24:08 wouldn't the opposite of the inside statement also be true? if there's a real number y such that xy = 1, then x must not be 0. Wouldn't that be an "if, and only if" statement then?
I'm 33 seconds in but i remember my formal logic course from first semester uni. This says: "For all x which are an element of the real numbers, if x is not equal to zero, then it follows that there exists a y which is element of the real numbers, such that x times y is equal to 1." The upside down A fittingly stands for "for _all"_ and the mirrored E stands for "there _exists"_ .
For those who want an easy translation, the intro statement says “for all x that exist in the real numbers, so long as x does not equal zero, then there exists a number y which when multiplied to create xy, you get 1.”
My attempt at the 10 questions: 1. True, all integers are either odd or even. 2. False, 0 is a rational that is neither positive or negative. 3. False, again 0 is not positive and also not negative. 4. True, 2 is prime and even. 5. False, there is no number that is 0 when anything is added to it. 6. True, y=-x 7. True, I can't think of any counterexamples. 8. False, there can exists two non-rational numbers that add to a rational number, (pi)+(1-pi)=1 9. True, you can take the average of x and y to get z. 10. True, x=0.
Nice job! 👍 I'd just like to add the following note: Just because you are unaware of any counterexamples doesn't immediately imply that the statement must be true.
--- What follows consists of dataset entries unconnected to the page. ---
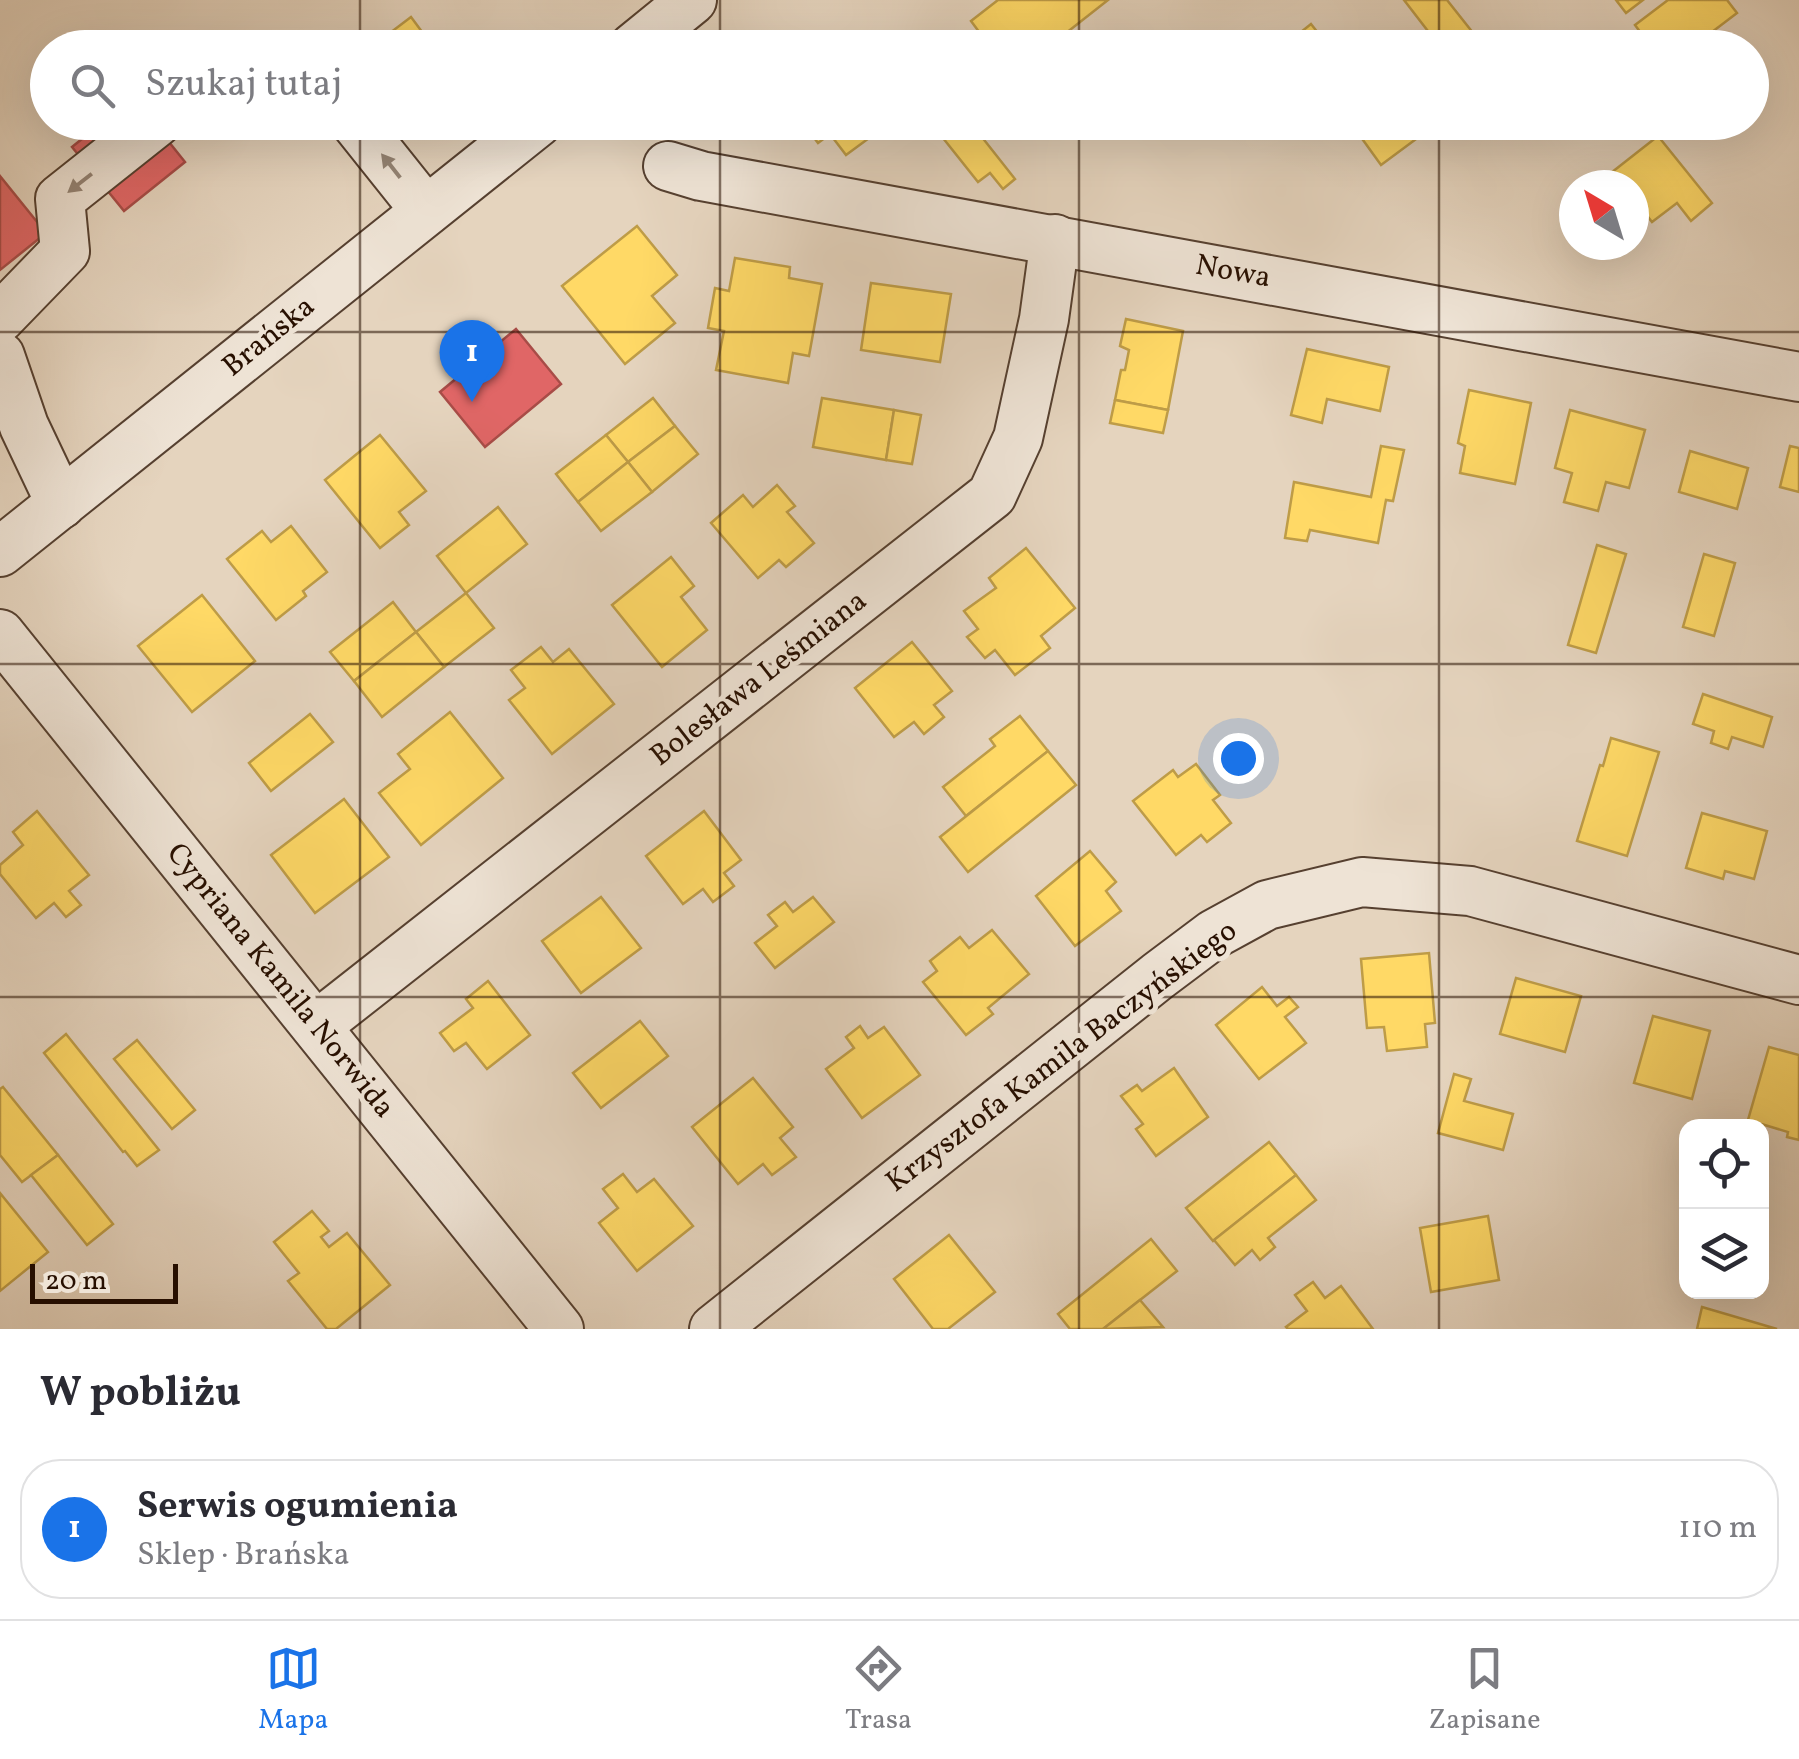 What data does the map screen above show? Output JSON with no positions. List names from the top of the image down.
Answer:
{
  "streets": {
    "street": [
      "Nowa",
      "Brańska",
      "Bolesława Leśmiana",
      "Cypriana Kamila Norwida",
      "Krzysztofa Kamila Baczyńskiego"
    ]
  },
  "crossings": [
    ["Nowa", "Bolesława Leśmiana"],
    ["Bolesława Leśmiana", "Cypriana Kamila Norwida"]
  ],
  "scale_bar": "20 m",
  "north": "top left",
  "page": {
    "search": "Szukaj tutaj",
    "pins": "1",
    "scale": "20 m",
    "heading": "W pobliżu",
    "list": [
      {
        "mark": "1",
        "name": "Serwis ogumienia",
        "note": "Sklep · Brańska",
        "value": "110 m"
      }
    ],
    "nav": ["Mapa", "Trasa", "Zapisane"]
  }
} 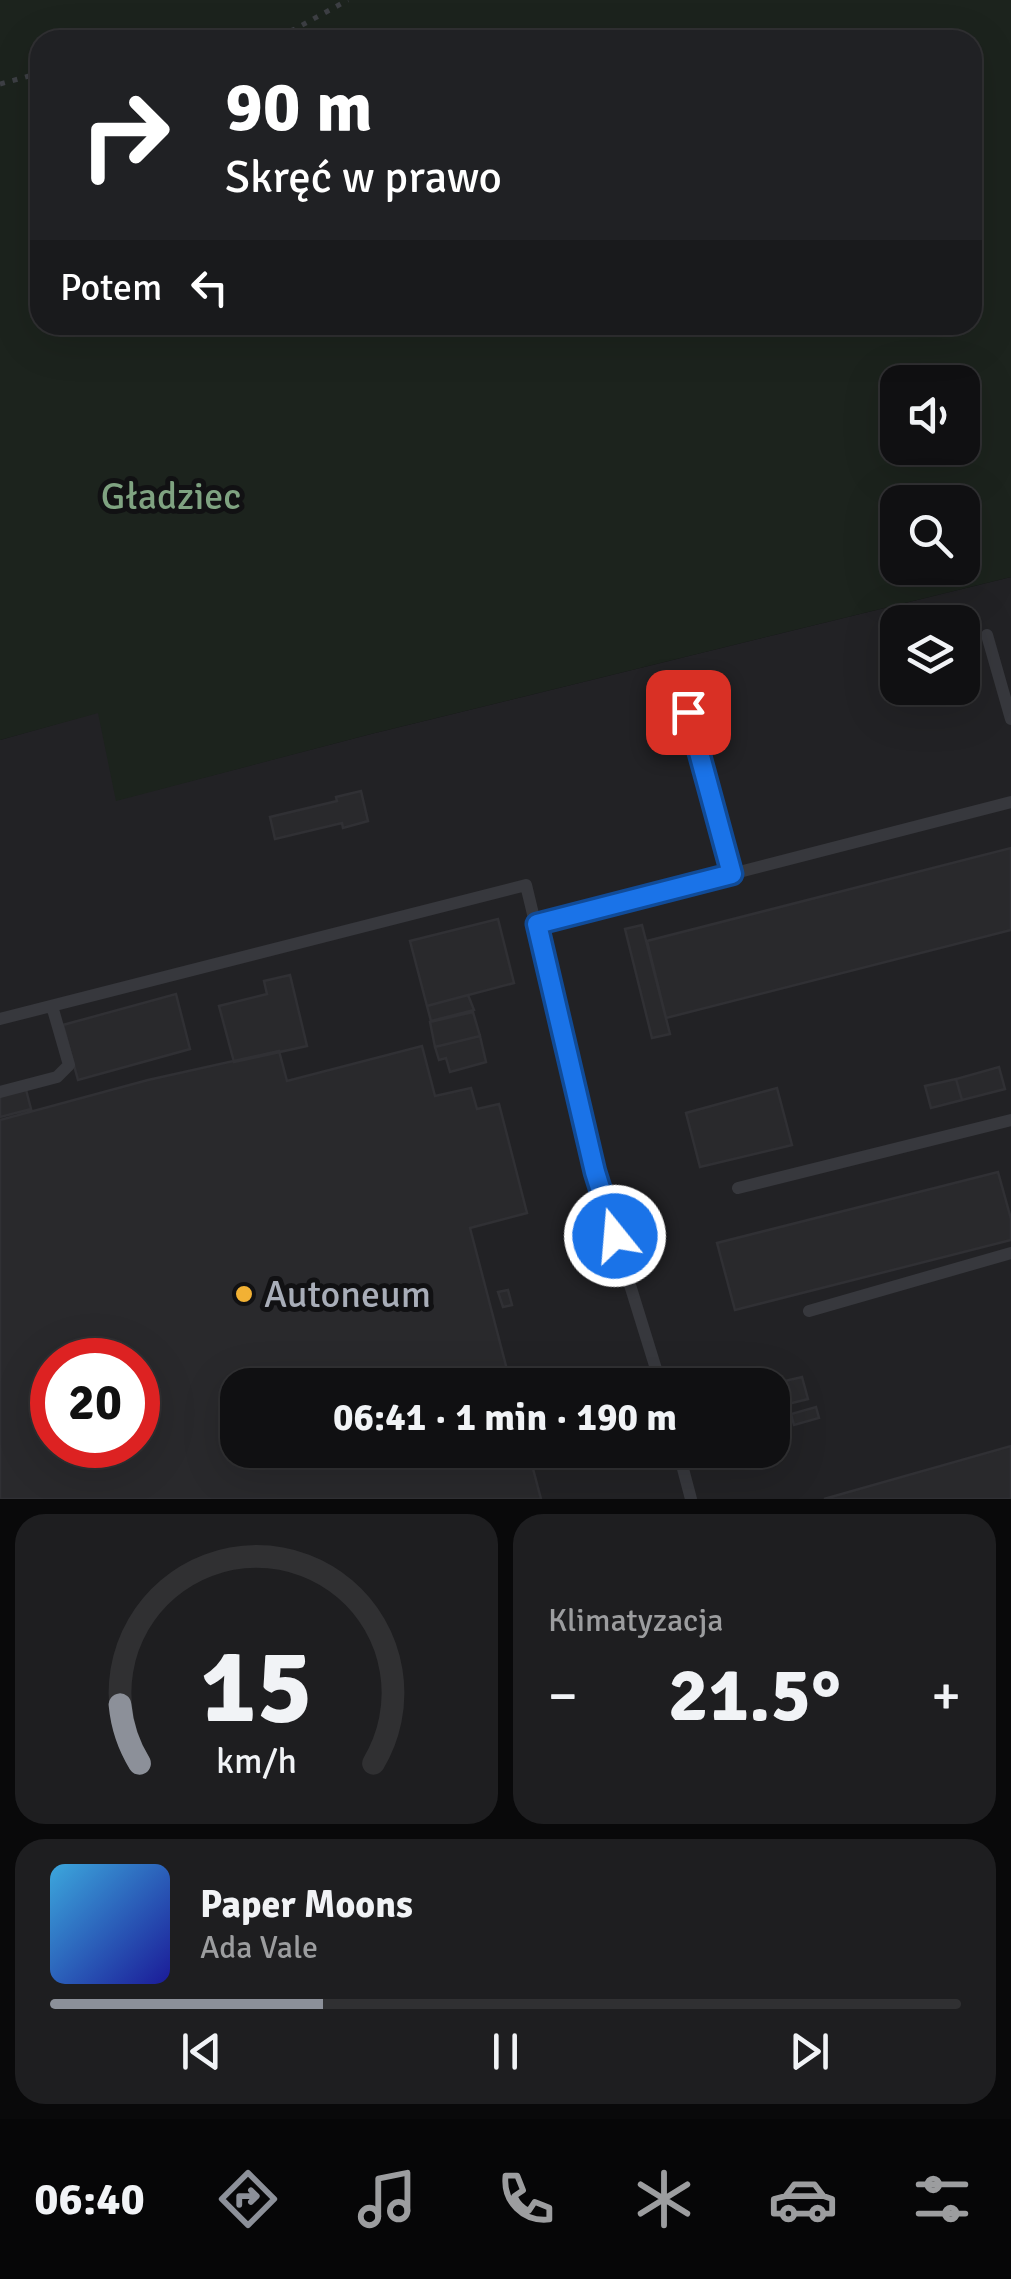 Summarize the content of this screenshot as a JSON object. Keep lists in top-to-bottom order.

Though, luckily for you, #7 can be proven to be True because if x² = y² then x² - y² = 0. Applying the difference of squares and solving for the cases where x ≠ y gives us the desired x = -y. Hope this helps, and stay curious! :)
As the relatively fames phrase goes "One man's modus ponens is another man's modus tollens, another man's disjunctive syllogism or another man's indirect proof.". Since these four logical expressions are logically equavalent to each other: [A⇒B] ≡ [¬B⇒¬A] ≡ [¬A∨B] ≡ ¬[A∧¬B] the corresponding syllogisms are then also logically equivalent to each other: (P1) A⇒B (P2) A (C1) B [from P1 and P2 by modus ponens] (P3) ¬B⇒¬A [from P1 by contraposition] (C2) B [from P2 and P3 by modus ponens] (P4) ¬A∨B [from P1 by material implication] (C3) B [from P2 and P4 by disjunctive syllogism] (P5) ¬[A∧¬B] [from P4 by de Morgan's law] (P6.0) ¬B [indirect proof assumption] (P6.1) A∧¬B [from P2 and P6.0 by conjunction introduction] (P6.2) [A∧¬B]∧¬[A∧¬B] [from P5 and P6.1 by conjunction introduction] (C4) B [from P2, P5 and P6.0-P6.2 by indirect proof] So I guess, that these are all from the same partition of syllogisms, which we might call the simplest valid derivation from two premises. Just Another Roof for you.😉
I keep thinking that implication is just an artifact of the premise that truth conditions can only be either True or False. Functionally, A -> B is equivalent to ¬A V B, which is easier to interpret. Though the arrow makes for a nice shorthand. Considering the alternatives, saying an implication is false when the condition in not met just gives you conjunction. Any other alternative gives you the identities of the inputs. But realistically, I think what people would _want_ to say is that an implication whose condition isn't met is Unknown "U", rather than True "T". That's just not an option, though. Say one wanted to represent A -> B with sets. They could draw A as a set subsumed by B, but that carries the subtle additional idea that A exists. It's the same discrepancy with "The king of France is bald." Does that mean that the king of France _exists_ and is bald, or only the implicational relationship? Similarly, What is the probability of B given A, if the probability of A is 0? Freaky stuff...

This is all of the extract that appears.